Date of Award

1-1-2018

Document Type

Thesis

Degree Name

Medical Doctor (MD)

Department

Medicine

First Advisor

Christopher L. Moore

Abstract

Over 2 million patients present to emergency departments (ED) in the U.S. every year with acute flank pain, and 70% of these patients undergo a CT scan. The American College of Radiology (ACR) recommends evaluating acute flank pain with reduced-radiation CT, however in 2011-2012 only 2% of these CT examinations were performed with a reduced-radiation dose technique.

This project aimed to (1) determine optimal diagnostic strategy for patients presenting to the emergency department with suspected nephrolithiasis, (2) determine current utilization of reduced-radiation CT for kidney stone and establish an updated national average of radiation exposure from kindney stone CT, and (3) to perform and measure the effect of a randomized time-delayed intervention designed to increase utilization of reduced-radiation CT at facilities nationwide.

These three aims were achieved by (1) performing a decision tree analysis that employed modified-Markov modeling to determine optimal diagnostic strategy for suspected kidney stone, (2) performing a retrospective cross-sectional analysis using data provided by the Dose Index Registry (DIR) on radiation dose of single-phased, non-contrast kidney stone CT in the U.S., and (3) disseminating information and providing personalized consultation to U.S. facilities to enhance appropriate utilization of reduced-radiation CT for kidney stone evaluation through a delayed-intervention trial.
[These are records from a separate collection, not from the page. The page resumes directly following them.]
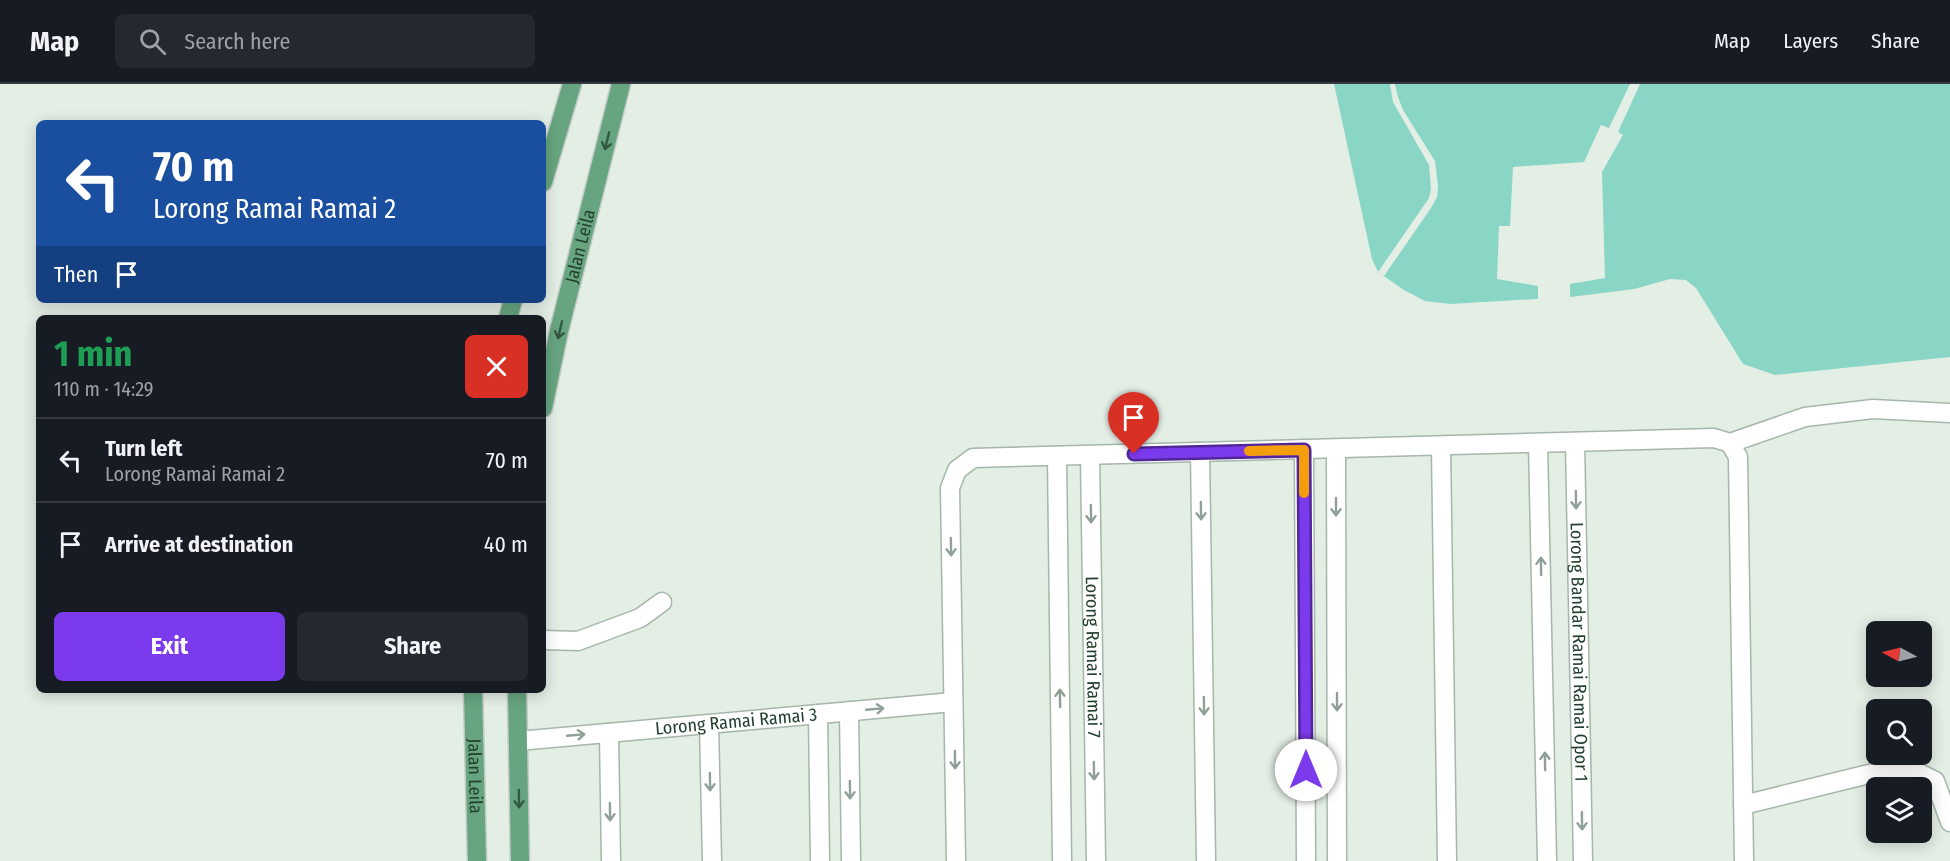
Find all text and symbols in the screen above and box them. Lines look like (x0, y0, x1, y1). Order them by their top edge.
search box (115, 14, 535, 68)
text: Map (30, 25, 79, 58)
icon: search (136, 25, 169, 58)
text: Search here (184, 28, 290, 55)
text: Map (1714, 28, 1750, 54)
text: Layers (1783, 28, 1838, 54)
text: Share (1871, 28, 1920, 54)
one-way arrow (601, 131, 613, 150)
text: 70 m (153, 142, 234, 192)
icon: left (54, 144, 132, 222)
text: Lorong Ramai Ramai 2 (153, 193, 396, 225)
street label: Jalan Leila (560, 207, 600, 285)
icon: arrive (110, 258, 143, 291)
text: Then (54, 261, 98, 288)
one-way arrow (553, 320, 565, 339)
text: 1 min (54, 332, 132, 376)
button: close (465, 335, 528, 398)
text: 110 m · 14:29 (54, 377, 154, 401)
pin (1108, 392, 1159, 454)
icon: arrive (1117, 401, 1150, 434)
text: Turn left (105, 435, 183, 462)
icon: left (54, 444, 87, 477)
text: 70 m (486, 447, 528, 474)
text: Lorong Ramai Ramai 2 (105, 462, 285, 486)
one-way arrow (1570, 490, 1582, 510)
one-way arrow (1330, 497, 1342, 517)
one-way arrow (1195, 500, 1207, 520)
one-way arrow (1085, 503, 1097, 523)
street label: Lorong Bandar Ramai Ramai Opor 1 (1566, 522, 1592, 782)
icon: arrive (54, 528, 87, 561)
text: Arrive at destination (105, 531, 293, 558)
text: 40 m (484, 531, 528, 558)
one-way arrow (945, 536, 957, 556)
one-way arrow (1535, 556, 1547, 576)
street label: Lorong Ramai Ramai 7 (1081, 576, 1105, 738)
button: Exit (54, 612, 285, 681)
button: Share (297, 612, 528, 681)
north arrow (1866, 621, 1932, 687)
map controls (1866, 621, 1932, 843)
one-way arrow (1054, 688, 1066, 708)
one-way arrow (1331, 692, 1343, 712)
one-way arrow (1198, 695, 1210, 715)
button: search (1866, 699, 1932, 765)
street label: Lorong Ramai Ramai 3 (654, 703, 818, 740)
one-way arrow (864, 703, 884, 714)
one-way arrow (566, 730, 586, 741)
street label: Jalan Leila (463, 738, 487, 814)
position arrow (1274, 738, 1338, 802)
one-way arrow (949, 750, 960, 770)
one-way arrow (1539, 751, 1550, 771)
one-way arrow (1089, 761, 1100, 781)
one-way arrow (704, 772, 716, 792)
button: layers (1866, 777, 1932, 843)
one-way arrow (844, 780, 856, 800)
one-way arrow (513, 789, 525, 809)
one-way arrow (604, 802, 616, 822)
one-way arrow (1576, 811, 1588, 831)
This trial randomized 380 facilities to control or an intervention that tested the effect of free access to online educational modules and personalized consultation on kidney stone CT protocols on the facility’s ability to decrease radiation exposure from kidney stone CT.

The decision tree analysis concluded that reduced-radiation CT was the optimal diagnostic strategy and yielded an additional 2.4 quality-adjusted life years (QALYs) per 1000 patients compared to standard-radiation CT. Radiology ultrasound and point-of-care ultrasound yielded 1.7 and 1.5 QALYs respectively per 1,000-person-years more than standard CT, while no imaging was associated with a decrease of 17.5 QALYs per 1,000-person-years. Continuing with standard abdomen/pelvic CT in the place of reduced-radiation CT projected an additional 500 radiation-induced malignancies over the lifetime of patients scanned in one year.

Despite recommendations by the ACR, utilization of reduced-radiation CT for kidney stone in June 2015-July 2016 was 7.6% (8,040 of 105,334 CTs). At the time of preparing this thesis, the DOSE initiative had enrolled 65 facilities of the 154 facilities randomized to intervention, and of those 65, 17 had made changes to their kidney stone CT protocols.

This analysis concludes that reduced-radiation CT is the optimal diagnostic strategy to employ when evaluating acute flank pain in the emergency department, however this approach is currently underutilized. Implementation of a reduced dose CT technique is dependent on the facility having protocols for dose reduction in place, and even with free consultation, making changes to CT protocols is a slow process. Collabortaion between emergency physicians and radiologists is needed to develop and appropriately implement these protocols.